◆ **Aim of the task**
Line by line, repeat the data below exactly, beginning at the first line and ending at the line with "1px #684d36) drop-shadow(0". Omit pictures.

◆ **Excerpted records**
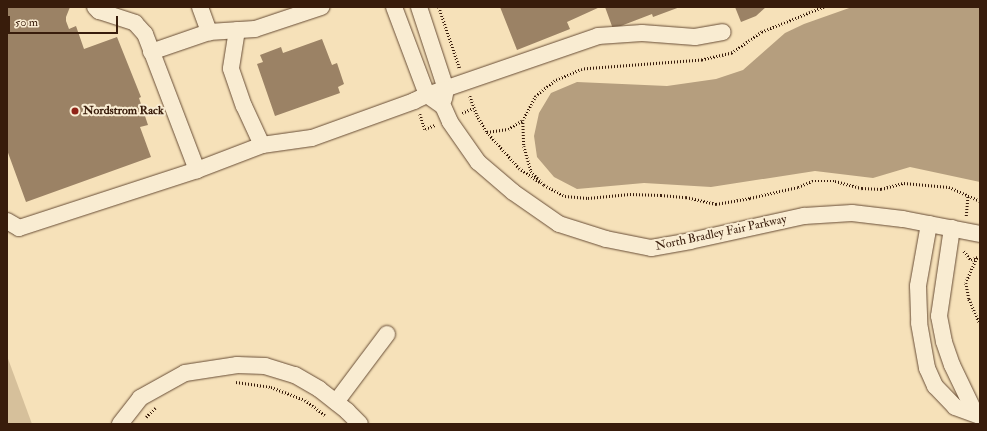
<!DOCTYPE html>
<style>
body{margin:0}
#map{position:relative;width:987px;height:431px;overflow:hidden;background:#f6e1b9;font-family:"IM FELL Double Pica",serif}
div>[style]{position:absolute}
.green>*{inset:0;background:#d6c09b}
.water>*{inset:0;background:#b59e7e}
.building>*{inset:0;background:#9b8265}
.path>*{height:2.5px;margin-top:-1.25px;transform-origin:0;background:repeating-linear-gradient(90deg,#381c0b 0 1px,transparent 0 3px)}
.roads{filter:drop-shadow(0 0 1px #684d36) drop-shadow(0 0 1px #684d36)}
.minor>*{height:16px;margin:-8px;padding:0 8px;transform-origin:8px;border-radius:8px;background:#f9ecd2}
.dots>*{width:11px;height:11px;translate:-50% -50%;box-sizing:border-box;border:2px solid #f9ecd2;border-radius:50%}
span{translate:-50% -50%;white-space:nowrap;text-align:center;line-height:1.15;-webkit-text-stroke:4px #f9ecd2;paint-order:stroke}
.poi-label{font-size:12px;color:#381c0b;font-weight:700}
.left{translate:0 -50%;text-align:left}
.street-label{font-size:12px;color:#381c0b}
.frame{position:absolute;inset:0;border:8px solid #381c0b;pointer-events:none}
.scale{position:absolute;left:8px;top:16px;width:110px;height:18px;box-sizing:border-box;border:2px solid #381c0b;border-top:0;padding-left:5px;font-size:12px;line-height:14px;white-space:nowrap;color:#381c0b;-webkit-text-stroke:3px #f9ecd2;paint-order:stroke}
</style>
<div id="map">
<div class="green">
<div style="clip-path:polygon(7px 356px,32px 424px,7px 424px)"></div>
</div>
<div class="water">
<div style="clip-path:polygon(852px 7px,980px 7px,980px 182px,910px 167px,873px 178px,815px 171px,711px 187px,644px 183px,577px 189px,554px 177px,537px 157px,534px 136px,539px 113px,551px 93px,577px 82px,667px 86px,716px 79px,743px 70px,785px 33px,804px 24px)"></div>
</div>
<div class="building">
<div style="clip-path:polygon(7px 7px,70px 7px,66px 17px,66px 21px,69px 29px,76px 26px,84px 49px,117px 37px,141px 97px,139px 98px,148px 125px,140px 127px,151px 157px,26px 202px,7px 150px)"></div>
<div style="clip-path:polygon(500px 7px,600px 7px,567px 22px,570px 29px,517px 50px)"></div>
<div style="clip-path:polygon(605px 7px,680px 7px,653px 17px,652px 14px,613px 29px)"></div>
<div style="clip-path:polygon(735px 7px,766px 7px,756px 16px,741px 22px)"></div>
<div style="clip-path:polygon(322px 39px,332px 65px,337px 63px,344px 84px,338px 87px,340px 93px,275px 116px,257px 64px,263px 62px,260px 55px,281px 47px,283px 53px)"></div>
</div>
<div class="path">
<div style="left:439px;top:7px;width:65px;rotate:71.3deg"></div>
<div style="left:824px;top:7px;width:67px;rotate:158deg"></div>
<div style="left:762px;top:32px;width:37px;rotate:145deg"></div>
<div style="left:732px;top:53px;width:31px;rotate:167deg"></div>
<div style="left:702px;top:60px;width:120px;rotate:175.7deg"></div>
<div style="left:582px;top:69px;width:30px;rotate:156deg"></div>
<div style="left:555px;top:81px;width:24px;rotate:142deg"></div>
<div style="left:536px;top:96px;width:27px;rotate:118deg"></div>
<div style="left:523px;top:120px;width:26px;rotate:88deg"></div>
<div style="left:524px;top:146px;width:26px;rotate:74deg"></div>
<div style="left:531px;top:171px;width:19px;rotate:47deg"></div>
<div style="left:544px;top:185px;width:24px;rotate:28deg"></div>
<div style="left:565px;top:196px;width:23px;rotate:5deg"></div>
<div style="left:588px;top:198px;width:42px;rotate:-5.4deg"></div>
<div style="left:630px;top:194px;width:31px;rotate:2deg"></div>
<div style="left:661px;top:195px;width:25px;rotate:5deg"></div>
<div style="left:686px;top:197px;width:31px;rotate:13deg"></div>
<div style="left:716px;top:204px;width:35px;rotate:-10deg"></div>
<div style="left:750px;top:198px;width:49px;rotate:-12.9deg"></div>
<div style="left:798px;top:187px;width:15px;rotate:-23deg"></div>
<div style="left:812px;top:181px;width:23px"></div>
<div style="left:835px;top:181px;width:28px;rotate:15deg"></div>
<div style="left:862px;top:188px;width:19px;rotate:3deg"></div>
<div style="left:881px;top:189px;width:24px;rotate:-15deg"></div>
<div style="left:904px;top:183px;width:45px;rotate:5.1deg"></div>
<div style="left:949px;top:187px;width:34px;rotate:24deg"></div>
<div style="left:470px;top:96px;width:20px;rotate:70deg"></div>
<div style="left:477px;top:115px;width:20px;rotate:60deg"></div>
<div style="left:487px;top:132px;width:48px;rotate:48.4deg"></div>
<div style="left:519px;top:168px;width:25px;rotate:34deg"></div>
<div style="left:462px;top:113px;width:12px;rotate:-24deg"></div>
<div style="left:420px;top:114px;width:16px;rotate:72deg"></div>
<div style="left:425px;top:129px;width:11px;rotate:-22deg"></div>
<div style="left:487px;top:132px;width:21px;rotate:-8deg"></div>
<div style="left:508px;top:129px;width:17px;rotate:-31deg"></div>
<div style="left:966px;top:216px;width:21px;rotate:-85deg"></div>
<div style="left:964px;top:251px;width:11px;rotate:52deg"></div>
<div style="left:971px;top:260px;width:10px;rotate:-24deg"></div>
<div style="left:977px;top:258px;width:27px;rotate:114deg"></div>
<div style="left:966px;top:283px;width:16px;rotate:79deg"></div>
<div style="left:969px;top:299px;width:27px;rotate:66deg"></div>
<div style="left:236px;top:382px;width:35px;rotate:8deg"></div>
<div style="left:271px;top:387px;width:36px;rotate:21deg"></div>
<div style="left:305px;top:400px;width:25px;rotate:37deg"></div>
<div style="left:146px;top:417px;width:13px;rotate:-45deg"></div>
</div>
<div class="roads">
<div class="minor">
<div style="left:95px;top:7px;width:6px;rotate:45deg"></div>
<div style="left:99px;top:11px;width:38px;rotate:18deg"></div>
<div style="left:135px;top:23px;width:15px;rotate:48deg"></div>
<div style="left:145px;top:34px;width:146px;rotate:69.1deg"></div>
<div style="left:197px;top:170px;width:70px;rotate:-21deg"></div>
<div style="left:262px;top:145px;width:50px;rotate:-8deg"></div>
<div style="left:312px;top:138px;width:109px;rotate:-19.9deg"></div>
<div style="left:414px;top:101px;width:14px;rotate:-25deg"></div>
<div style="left:427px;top:95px;width:181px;rotate:-19deg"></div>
<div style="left:598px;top:36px;width:44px;rotate:-3.9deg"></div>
<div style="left:642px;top:33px;width:53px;rotate:4.3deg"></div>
<div style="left:695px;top:37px;width:28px;rotate:-10deg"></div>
<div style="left:200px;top:7px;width:27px;rotate:70deg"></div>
<div style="left:394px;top:7px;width:94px;rotate:69.4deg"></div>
<div style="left:427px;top:95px;width:19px;rotate:35deg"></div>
<div style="left:443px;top:106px;width:17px;rotate:66deg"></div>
<div style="left:450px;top:122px;width:49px;rotate:55deg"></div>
<div style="left:478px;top:162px;width:46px;rotate:40.6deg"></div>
<div style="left:513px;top:192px;width:56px;rotate:34.8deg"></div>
<div style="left:559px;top:224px;width:49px;rotate:17.7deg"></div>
<div style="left:606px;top:239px;width:46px;rotate:11.3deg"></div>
<div style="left:651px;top:248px;width:40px;rotate:-10deg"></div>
<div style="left:690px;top:241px;width:117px;rotate:-12.4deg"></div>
<div style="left:804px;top:216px;width:48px;rotate:-3.6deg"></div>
<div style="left:852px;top:213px;width:51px;rotate:6.7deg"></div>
<div style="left:903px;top:219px;width:78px;rotate:11deg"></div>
<div style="left:419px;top:7px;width:86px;rotate:71.8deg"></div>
<div style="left:446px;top:89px;width:10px;rotate:101deg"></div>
<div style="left:237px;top:30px;width:39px;rotate:99deg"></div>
<div style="left:231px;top:69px;width:39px;rotate:71deg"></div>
<div style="left:244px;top:106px;width:43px;rotate:65.2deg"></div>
<div style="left:151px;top:52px;width:61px;rotate:-19deg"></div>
<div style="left:209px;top:32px;width:46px;rotate:-3.7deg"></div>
<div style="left:255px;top:29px;width:70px;rotate:-18.4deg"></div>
<div style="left:7px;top:221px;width:14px;rotate:30deg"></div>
<div style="left:19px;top:228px;width:187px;rotate:-18deg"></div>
<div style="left:929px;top:224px;width:63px;rotate:100.1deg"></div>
<div style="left:918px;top:286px;width:37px;rotate:88deg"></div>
<div style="left:919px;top:323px;width:46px;rotate:79.9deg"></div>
<div style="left:927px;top:368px;width:20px;rotate:66deg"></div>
<div style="left:935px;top:386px;width:29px;rotate:46deg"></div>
<div style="left:955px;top:407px;width:27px;rotate:20deg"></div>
<div style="left:952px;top:228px;width:89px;rotate:98.4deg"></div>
<div style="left:939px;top:316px;width:26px;rotate:79deg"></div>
<div style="left:944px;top:342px;width:24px;rotate:71deg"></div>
<div style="left:952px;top:365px;width:53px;rotate:64.4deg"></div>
<div style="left:336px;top:402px;width:85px;rotate:-53.1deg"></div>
<div style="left:120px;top:424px;width:33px;rotate:-52deg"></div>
<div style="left:140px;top:398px;width:51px;rotate:-29.1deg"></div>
<div style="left:185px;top:373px;width:53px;rotate:-8.7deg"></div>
<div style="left:237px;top:365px;width:28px;rotate:2deg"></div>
<div style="left:265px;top:366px;width:31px;rotate:17deg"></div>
<div style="left:295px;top:375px;width:28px;rotate:30deg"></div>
<div style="left:319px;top:389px;width:36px;rotate:38deg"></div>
<div style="left:347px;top:411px;width:18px;rotate:45deg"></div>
</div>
</div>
<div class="dots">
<div style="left:75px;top:111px;background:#8f2418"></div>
</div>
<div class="poi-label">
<span class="left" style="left:83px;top:111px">Nordstrom Rack</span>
</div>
<div class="street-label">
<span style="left:721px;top:233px;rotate:-12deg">North Bradley Fair Parkway</span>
</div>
<div class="frame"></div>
<div class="scale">50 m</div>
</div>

◆ **Response area**
<!DOCTYPE html>
<style>
body{margin:0}
#map{position:relative;width:987px;height:431px;overflow:hidden;background:#f6e1b9;font-family:"IM FELL Double Pica",serif}
div>[style]{position:absolute}
.green>*{inset:0;background:#d6c09b}
.water>*{inset:0;background:#b59e7e}
.building>*{inset:0;background:#9b8265}
.path>*{height:2.5px;margin-top:-1.25px;transform-origin:0;background:repeating-linear-gradient(90deg,#381c0b 0 1px,transparent 0 3px)}
.roads{filter:drop-shadow(0 0 1px #684d36) drop-shadow(0 0 1px #684d36)}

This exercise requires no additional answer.